- Assignment: Could you print every entry below exactly as given?

────────────────────────────────────────

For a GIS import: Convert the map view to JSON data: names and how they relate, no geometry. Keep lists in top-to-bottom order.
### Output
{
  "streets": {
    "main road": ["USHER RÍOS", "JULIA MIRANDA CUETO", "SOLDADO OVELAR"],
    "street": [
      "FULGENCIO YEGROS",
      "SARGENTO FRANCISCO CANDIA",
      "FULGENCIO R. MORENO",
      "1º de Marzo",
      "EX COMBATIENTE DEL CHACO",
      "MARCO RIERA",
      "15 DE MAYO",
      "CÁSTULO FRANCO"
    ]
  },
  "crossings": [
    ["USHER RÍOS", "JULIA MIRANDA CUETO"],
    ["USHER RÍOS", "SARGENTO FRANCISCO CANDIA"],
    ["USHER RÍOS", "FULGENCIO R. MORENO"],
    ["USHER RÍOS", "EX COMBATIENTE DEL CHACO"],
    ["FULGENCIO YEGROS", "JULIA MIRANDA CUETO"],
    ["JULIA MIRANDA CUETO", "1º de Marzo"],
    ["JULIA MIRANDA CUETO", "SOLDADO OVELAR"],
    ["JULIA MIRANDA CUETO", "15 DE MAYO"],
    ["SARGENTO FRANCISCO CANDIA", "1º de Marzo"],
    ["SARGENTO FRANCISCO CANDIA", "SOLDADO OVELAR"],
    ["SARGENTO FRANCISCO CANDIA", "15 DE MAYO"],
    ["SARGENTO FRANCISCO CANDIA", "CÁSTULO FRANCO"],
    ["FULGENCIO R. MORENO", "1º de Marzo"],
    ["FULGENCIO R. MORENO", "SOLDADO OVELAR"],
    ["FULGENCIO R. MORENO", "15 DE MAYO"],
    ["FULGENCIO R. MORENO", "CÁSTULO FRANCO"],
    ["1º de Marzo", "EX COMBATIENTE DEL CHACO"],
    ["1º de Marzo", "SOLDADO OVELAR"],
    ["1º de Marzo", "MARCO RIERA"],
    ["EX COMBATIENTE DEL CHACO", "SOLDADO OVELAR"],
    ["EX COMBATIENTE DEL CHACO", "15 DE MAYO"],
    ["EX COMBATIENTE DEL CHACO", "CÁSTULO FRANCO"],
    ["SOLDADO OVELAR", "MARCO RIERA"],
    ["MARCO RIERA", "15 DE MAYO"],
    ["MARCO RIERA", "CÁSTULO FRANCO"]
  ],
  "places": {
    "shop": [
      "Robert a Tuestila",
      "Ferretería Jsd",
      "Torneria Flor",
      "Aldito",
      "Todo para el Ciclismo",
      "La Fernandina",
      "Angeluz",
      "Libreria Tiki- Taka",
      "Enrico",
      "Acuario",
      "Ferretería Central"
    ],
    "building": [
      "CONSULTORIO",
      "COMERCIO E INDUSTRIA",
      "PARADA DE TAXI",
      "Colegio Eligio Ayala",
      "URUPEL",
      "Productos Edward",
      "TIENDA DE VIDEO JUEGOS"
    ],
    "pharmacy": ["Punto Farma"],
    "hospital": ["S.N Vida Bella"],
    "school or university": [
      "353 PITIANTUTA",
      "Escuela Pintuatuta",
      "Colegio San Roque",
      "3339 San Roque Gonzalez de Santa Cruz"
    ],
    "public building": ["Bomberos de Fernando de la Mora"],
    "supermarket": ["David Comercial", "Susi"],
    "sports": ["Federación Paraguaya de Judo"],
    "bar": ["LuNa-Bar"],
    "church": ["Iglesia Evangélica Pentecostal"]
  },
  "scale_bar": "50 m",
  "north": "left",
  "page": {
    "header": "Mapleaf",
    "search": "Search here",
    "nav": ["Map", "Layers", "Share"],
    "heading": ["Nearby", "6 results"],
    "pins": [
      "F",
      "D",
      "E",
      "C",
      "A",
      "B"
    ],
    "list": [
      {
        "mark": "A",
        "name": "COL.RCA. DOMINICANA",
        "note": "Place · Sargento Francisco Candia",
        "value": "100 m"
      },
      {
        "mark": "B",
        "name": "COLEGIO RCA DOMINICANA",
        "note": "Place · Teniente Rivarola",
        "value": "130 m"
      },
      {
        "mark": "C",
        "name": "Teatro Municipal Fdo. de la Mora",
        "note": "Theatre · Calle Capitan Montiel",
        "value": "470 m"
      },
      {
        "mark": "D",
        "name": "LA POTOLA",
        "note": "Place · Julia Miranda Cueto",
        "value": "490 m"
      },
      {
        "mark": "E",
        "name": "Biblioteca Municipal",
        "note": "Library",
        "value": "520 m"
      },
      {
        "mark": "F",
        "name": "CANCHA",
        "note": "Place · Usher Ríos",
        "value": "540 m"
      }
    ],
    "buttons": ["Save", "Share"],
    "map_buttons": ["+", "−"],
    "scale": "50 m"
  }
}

────────────────────────────────────────

- Finished task:
For a GIS import: Convert the map view to JSON data: names and how they relate, no geometry. Keep lists in top-to-bottom order.
### Output
{
  "streets": {
    "main road": ["USHER RÍOS", "JULIA MIRANDA CUETO", "SOLDADO OVELAR"],
    "street": [
      "FULGENCIO YEGROS",
      "SARGENTO FRANCISCO CANDIA",
      "FULGENCIO R. MORENO",
      "1º de Marzo",
      "EX COMBATIENTE DEL CHACO",
      "MARCO RIERA",
      "15 DE MAYO",
      "CÁSTULO FRANCO"
    ]
  },
  "crossings": [
    ["USHER RÍOS", "JULIA MIRANDA CUETO"],
    ["USHER RÍOS", "SARGENTO FRANCISCO CANDIA"],
    ["USHER RÍOS", "FULGENCIO R. MORENO"],
    ["USHER RÍOS", "EX COMBATIENTE DEL CHACO"],
    ["FULGENCIO YEGROS", "JULIA MIRANDA CUETO"],
    ["JULIA MIRANDA CUETO", "1º de Marzo"],
    ["JULIA MIRANDA CUETO", "SOLDADO OVELAR"],
    ["JULIA MIRANDA CUETO", "15 DE MAYO"],
    ["SARGENTO FRANCISCO CANDIA", "1º de Marzo"],
    ["SARGENTO FRANCISCO CANDIA", "SOLDADO OVELAR"],
    ["SARGENTO FRANCISCO CANDIA", "15 DE MAYO"],
    ["SARGENTO FRANCISCO CANDIA", "CÁSTULO FRANCO"],
    ["FULGENCIO R. MORENO", "1º de Marzo"],
    ["FULGENCIO R. MORENO", "SOLDADO OVELAR"],
    ["FULGENCIO R. MORENO", "15 DE MAYO"],
    ["FULGENCIO R. MORENO", "CÁSTULO FRANCO"],
    ["1º de Marzo", "EX COMBATIENTE DEL CHACO"],
    ["1º de Marzo", "SOLDADO OVELAR"],
    ["1º de Marzo", "MARCO RIERA"],
    ["EX COMBATIENTE DEL CHACO", "SOLDADO OVELAR"],
    ["EX COMBATIENTE DEL CHACO", "15 DE MAYO"],
    ["EX COMBATIENTE DEL CHACO", "CÁSTULO FRANCO"],
    ["SOLDADO OVELAR", "MARCO RIERA"],
    ["MARCO RIERA", "15 DE MAYO"],
    ["MARCO RIERA", "CÁSTULO FRANCO"]
  ],
  "places": {
    "shop": [
      "Robert a Tuestila",
      "Ferretería Jsd",
      "Torneria Flor",
      "Aldito",
      "Todo para el Ciclismo",
      "La Fernandina",
      "Angeluz",
      "Libreria Tiki- Taka",
      "Enrico",
      "Acuario",
      "Ferretería Central"
    ],
    "building": [
      "CONSULTORIO",
      "COMERCIO E INDUSTRIA",
      "PARADA DE TAXI",
      "Colegio Eligio Ayala",
      "URUPEL",
      "Productos Edward",
      "TIENDA DE VIDEO JUEGOS"
    ],
    "pharmacy": ["Punto Farma"],
    "hospital": ["S.N Vida Bella"],
    "school or university": [
      "353 PITIANTUTA",
      "Escuela Pintuatuta",
      "Colegio San Roque",
      "3339 San Roque Gonzalez de Santa Cruz"
    ],
    "public building": ["Bomberos de Fernando de la Mora"],
    "supermarket": ["David Comercial", "Susi"],
    "sports": ["Federación Paraguaya de Judo"],
    "bar": ["LuNa-Bar"],
    "church": ["Iglesia Evangélica Pentecostal"]
  },
  "scale_bar": "50 m",
  "north": "left",
  "page": {
    "header": "Mapleaf",
    "search": "Search here",
    "nav": ["Map", "Layers", "Share"],
    "heading": ["Nearby", "6 results"],
    "pins": [
      "F",
      "D",
      "E",
      "C",
      "A",
      "B"
    ],
    "list": [
      {
        "mark": "A",
        "name": "COL.RCA. DOMINICANA",
        "note": "Place · Sargento Francisco Candia",
        "value": "100 m"
      },
      {
        "mark": "B",
        "name": "COLEGIO RCA DOMINICANA",
        "note": "Place · Teniente Rivarola",
        "value": "130 m"
      },
      {
        "mark": "C",
        "name": "Teatro Municipal Fdo. de la Mora",
        "note": "Theatre · Calle Capitan Montiel",
        "value": "470 m"
      },
      {
        "mark": "D",
        "name": "LA POTOLA",
        "note": "Place · Julia Miranda Cueto",
        "value": "490 m"
      },
      {
        "mark": "E",
        "name": "Biblioteca Municipal",
        "note": "Library",
        "value": "520 m"
      },
      {
        "mark": "F",
        "name": "CANCHA",
        "note": "Place · Usher Ríos",
        "value": "540 m"
      }
    ],
    "buttons": ["Save", "Share"],
    "map_buttons": ["+", "−"],
    "scale": "50 m"
  }
}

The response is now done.